Certamente, affermare con Marsonet, Bennis e O’Toole e Ghoshal che il management non è una scienza esatta e che sono fuorvianti e pericolosi quegli approcci che lo trattano come tale, non “risolve” il problema della conoscenza in tale ambito disciplinare, ma rende anzi più ardua e ambigua la ricerca svolta.
Non si tratta di rinunciare completamente all’eleganza dei modelli e alla rassicurante certezza delle relazioni quantitative, ma di collocarle nel loro ruolo appropriato quanto a contributo conoscitivo fornito (ridimensionandole, molto probabilmente). Si tratta piuttosto di riconoscere la complessità delle discipline in discorso e la loro natura di scienze umane; si tratta di rispondere a tali caratteristiche arricchendo i metodi di indagine con approcci multidisciplinari, soft, qualitativi, che diano il giusto peso alle variabili psicologiche, sociali, etiche, culturali, senza negarne però la maggiore difficoltà di analisi e modellizzazione.

Note:
(1) - Cfr. L. Giussani, Il senso religioso, Rizzoli, Milano, 1997. Le tre premesse del conoscere (e dell’agire) umano sono identificate dall’autore nella ragione, nel realismo e nella morale. E Marsonet: “poiché il comportamento degli individui (considerati come persone) costituisce l’oggetto di studio delle scienze sociali, il modello della fisica è, ad avviso di molti, inadeguato sotto parecchi aspetti (anche se non tutti), poiché gli individui non possiedono solanto un corpo fisico, ma anche…una mente consapevole”.

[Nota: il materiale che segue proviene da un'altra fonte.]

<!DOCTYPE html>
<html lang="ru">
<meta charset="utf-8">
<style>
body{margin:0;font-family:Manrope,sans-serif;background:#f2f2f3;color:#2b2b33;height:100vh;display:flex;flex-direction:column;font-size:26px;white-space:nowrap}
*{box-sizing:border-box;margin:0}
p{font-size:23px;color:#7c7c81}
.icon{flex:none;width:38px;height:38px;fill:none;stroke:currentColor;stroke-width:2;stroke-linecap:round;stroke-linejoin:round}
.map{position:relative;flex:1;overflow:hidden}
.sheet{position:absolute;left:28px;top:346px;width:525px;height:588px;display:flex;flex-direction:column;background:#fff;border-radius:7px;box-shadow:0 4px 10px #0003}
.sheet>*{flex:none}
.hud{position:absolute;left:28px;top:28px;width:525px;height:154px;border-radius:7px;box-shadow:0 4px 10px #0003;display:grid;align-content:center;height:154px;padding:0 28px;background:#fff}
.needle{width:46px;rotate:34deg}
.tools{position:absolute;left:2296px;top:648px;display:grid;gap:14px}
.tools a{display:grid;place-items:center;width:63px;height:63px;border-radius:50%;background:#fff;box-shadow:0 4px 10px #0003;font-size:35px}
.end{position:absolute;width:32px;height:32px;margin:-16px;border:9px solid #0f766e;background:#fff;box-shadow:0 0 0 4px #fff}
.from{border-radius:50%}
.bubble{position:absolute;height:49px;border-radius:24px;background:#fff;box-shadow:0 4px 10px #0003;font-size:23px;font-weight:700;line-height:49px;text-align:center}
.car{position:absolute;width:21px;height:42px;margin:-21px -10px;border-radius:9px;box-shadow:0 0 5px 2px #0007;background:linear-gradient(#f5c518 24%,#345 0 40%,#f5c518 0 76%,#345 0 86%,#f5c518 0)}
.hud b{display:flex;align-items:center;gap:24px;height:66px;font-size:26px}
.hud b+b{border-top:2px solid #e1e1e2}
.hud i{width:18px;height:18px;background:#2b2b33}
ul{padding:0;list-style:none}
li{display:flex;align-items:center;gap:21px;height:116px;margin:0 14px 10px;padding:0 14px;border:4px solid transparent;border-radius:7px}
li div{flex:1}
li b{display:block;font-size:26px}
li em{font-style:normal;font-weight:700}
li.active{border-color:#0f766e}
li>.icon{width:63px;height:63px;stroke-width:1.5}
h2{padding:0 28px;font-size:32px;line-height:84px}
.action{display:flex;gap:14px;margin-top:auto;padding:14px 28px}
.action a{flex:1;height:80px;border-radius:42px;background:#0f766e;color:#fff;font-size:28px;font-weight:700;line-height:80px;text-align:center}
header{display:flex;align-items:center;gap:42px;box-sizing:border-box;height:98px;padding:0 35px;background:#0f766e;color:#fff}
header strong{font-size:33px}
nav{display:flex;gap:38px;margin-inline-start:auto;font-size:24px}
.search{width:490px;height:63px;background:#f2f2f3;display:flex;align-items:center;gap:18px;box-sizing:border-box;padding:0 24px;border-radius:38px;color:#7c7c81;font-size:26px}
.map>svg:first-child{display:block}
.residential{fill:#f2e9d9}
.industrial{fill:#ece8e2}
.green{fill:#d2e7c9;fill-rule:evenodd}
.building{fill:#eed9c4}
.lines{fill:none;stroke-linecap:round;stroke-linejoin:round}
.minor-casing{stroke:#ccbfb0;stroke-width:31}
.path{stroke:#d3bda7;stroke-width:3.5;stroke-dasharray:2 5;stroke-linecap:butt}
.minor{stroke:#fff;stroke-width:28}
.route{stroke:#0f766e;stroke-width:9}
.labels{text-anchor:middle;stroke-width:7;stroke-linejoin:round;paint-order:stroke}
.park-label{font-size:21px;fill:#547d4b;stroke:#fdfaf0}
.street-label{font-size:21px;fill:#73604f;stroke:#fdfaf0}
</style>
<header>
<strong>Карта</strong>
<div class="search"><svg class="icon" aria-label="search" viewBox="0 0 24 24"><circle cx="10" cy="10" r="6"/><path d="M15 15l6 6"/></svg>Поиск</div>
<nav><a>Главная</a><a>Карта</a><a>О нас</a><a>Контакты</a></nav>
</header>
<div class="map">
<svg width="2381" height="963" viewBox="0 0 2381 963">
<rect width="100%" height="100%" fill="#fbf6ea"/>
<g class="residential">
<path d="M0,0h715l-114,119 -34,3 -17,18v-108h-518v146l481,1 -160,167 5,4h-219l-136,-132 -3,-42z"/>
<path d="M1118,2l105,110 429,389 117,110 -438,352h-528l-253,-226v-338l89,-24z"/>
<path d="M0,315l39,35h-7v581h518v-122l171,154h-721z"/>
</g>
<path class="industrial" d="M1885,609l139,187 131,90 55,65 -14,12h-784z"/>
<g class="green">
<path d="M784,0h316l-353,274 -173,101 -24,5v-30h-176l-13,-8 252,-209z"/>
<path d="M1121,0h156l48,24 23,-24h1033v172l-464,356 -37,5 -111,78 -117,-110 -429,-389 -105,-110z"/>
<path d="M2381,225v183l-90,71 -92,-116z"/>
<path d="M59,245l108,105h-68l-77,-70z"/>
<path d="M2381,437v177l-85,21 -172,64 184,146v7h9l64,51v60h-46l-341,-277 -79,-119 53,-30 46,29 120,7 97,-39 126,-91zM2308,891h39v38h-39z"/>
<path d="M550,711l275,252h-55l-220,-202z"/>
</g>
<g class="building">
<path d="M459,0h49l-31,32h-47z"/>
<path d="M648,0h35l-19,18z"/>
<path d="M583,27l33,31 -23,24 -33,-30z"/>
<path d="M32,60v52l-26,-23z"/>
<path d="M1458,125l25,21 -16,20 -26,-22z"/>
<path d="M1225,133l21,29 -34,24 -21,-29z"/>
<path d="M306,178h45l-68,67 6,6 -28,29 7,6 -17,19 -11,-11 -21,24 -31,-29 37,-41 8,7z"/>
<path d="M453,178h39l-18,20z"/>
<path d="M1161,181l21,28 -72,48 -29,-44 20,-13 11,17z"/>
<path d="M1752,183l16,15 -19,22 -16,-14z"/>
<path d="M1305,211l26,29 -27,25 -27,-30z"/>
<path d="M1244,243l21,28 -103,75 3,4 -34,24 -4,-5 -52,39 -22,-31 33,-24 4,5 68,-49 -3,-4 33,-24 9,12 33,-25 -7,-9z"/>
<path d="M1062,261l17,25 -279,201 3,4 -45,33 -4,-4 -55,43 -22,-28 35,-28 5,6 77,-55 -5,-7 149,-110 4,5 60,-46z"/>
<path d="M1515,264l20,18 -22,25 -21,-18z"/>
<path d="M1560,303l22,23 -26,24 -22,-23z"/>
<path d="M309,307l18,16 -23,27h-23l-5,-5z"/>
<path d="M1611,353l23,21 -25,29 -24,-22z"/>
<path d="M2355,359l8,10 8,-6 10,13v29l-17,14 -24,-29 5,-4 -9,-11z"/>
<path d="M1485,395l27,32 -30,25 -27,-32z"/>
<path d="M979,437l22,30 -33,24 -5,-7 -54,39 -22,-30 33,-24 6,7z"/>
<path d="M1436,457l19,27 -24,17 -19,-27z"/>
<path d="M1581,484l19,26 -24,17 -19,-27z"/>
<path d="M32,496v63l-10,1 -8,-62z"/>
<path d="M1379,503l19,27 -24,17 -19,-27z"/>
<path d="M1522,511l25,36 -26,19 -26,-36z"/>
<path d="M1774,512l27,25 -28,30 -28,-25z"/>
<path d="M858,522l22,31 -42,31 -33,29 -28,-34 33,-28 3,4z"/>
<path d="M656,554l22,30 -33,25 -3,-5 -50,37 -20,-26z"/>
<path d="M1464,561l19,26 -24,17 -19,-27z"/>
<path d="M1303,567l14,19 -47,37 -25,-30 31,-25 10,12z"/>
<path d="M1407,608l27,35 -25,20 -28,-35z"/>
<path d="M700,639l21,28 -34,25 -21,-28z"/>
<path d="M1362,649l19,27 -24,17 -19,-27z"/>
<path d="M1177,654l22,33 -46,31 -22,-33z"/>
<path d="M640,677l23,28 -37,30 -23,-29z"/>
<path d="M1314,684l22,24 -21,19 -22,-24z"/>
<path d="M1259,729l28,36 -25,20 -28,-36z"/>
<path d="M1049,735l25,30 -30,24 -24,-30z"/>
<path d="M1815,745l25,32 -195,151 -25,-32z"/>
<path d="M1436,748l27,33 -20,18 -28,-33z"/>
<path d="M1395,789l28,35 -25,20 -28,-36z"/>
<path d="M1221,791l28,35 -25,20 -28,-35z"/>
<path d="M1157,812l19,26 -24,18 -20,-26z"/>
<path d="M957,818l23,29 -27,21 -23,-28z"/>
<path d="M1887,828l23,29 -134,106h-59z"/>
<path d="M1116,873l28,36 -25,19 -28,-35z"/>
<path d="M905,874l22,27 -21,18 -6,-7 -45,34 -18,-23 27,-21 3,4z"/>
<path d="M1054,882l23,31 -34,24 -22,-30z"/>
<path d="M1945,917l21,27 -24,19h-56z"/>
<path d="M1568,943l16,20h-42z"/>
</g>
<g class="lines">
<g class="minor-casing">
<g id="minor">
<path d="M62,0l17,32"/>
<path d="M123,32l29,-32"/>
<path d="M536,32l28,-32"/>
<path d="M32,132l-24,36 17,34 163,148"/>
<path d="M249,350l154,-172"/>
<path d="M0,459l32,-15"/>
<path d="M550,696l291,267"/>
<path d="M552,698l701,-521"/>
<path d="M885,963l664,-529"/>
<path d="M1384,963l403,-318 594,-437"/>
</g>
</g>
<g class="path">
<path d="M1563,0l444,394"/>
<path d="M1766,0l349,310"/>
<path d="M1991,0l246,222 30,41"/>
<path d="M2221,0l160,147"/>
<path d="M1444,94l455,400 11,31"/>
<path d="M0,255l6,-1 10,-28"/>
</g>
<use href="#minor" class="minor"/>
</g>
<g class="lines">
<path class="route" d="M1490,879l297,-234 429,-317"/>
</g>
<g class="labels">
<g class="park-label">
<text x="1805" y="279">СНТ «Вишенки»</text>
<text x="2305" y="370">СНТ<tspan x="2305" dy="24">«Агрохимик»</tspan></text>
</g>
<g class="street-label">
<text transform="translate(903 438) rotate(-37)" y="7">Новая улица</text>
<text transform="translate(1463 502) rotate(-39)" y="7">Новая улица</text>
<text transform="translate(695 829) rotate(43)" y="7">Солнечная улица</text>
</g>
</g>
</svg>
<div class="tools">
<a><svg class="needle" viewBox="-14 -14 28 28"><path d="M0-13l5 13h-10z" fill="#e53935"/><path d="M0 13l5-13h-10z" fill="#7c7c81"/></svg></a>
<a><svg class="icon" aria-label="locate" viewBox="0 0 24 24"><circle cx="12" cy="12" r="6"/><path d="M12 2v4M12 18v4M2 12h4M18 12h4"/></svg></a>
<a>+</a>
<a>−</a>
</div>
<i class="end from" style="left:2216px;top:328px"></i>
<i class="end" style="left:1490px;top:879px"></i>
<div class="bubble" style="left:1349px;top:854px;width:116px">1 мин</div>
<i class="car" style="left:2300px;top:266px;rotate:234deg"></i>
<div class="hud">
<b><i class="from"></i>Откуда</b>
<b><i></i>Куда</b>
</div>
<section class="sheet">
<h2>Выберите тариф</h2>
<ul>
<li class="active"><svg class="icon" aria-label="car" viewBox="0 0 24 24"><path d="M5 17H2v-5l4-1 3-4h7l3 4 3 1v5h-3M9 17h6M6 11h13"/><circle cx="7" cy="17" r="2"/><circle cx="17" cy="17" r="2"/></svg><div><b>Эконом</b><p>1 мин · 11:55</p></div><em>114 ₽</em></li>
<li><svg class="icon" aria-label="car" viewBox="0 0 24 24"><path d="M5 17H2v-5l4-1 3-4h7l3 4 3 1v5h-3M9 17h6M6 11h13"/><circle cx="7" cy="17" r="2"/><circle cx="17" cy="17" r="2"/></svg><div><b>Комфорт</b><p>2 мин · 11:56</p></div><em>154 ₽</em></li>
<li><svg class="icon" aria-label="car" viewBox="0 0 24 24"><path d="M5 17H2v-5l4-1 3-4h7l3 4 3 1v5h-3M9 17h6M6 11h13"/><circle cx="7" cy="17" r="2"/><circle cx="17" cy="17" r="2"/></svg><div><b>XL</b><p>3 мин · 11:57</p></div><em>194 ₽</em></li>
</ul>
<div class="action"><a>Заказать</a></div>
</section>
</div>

(2) - Cfr. W.G. Bennis e J. O’Toole, “How Business Schools lost their way”, in Harvard Business Review, May, 2005.
(3) - Cfr. W.G. Bennis e J. O’Toole, op. cit., p. 99.
(4) - “The problem is not that business schools have embraced scientific rigor but that they have forsaken other forms of knowledge” cfr. W.G.Bennis e J. O’Toole, op. cit., p. 104.
(5) - Cfr. S. Ghoshal, “Bad Management Theories Are Destroying Good Management Practices”, in Academy of Management Learning & Education, n. 1, 2005.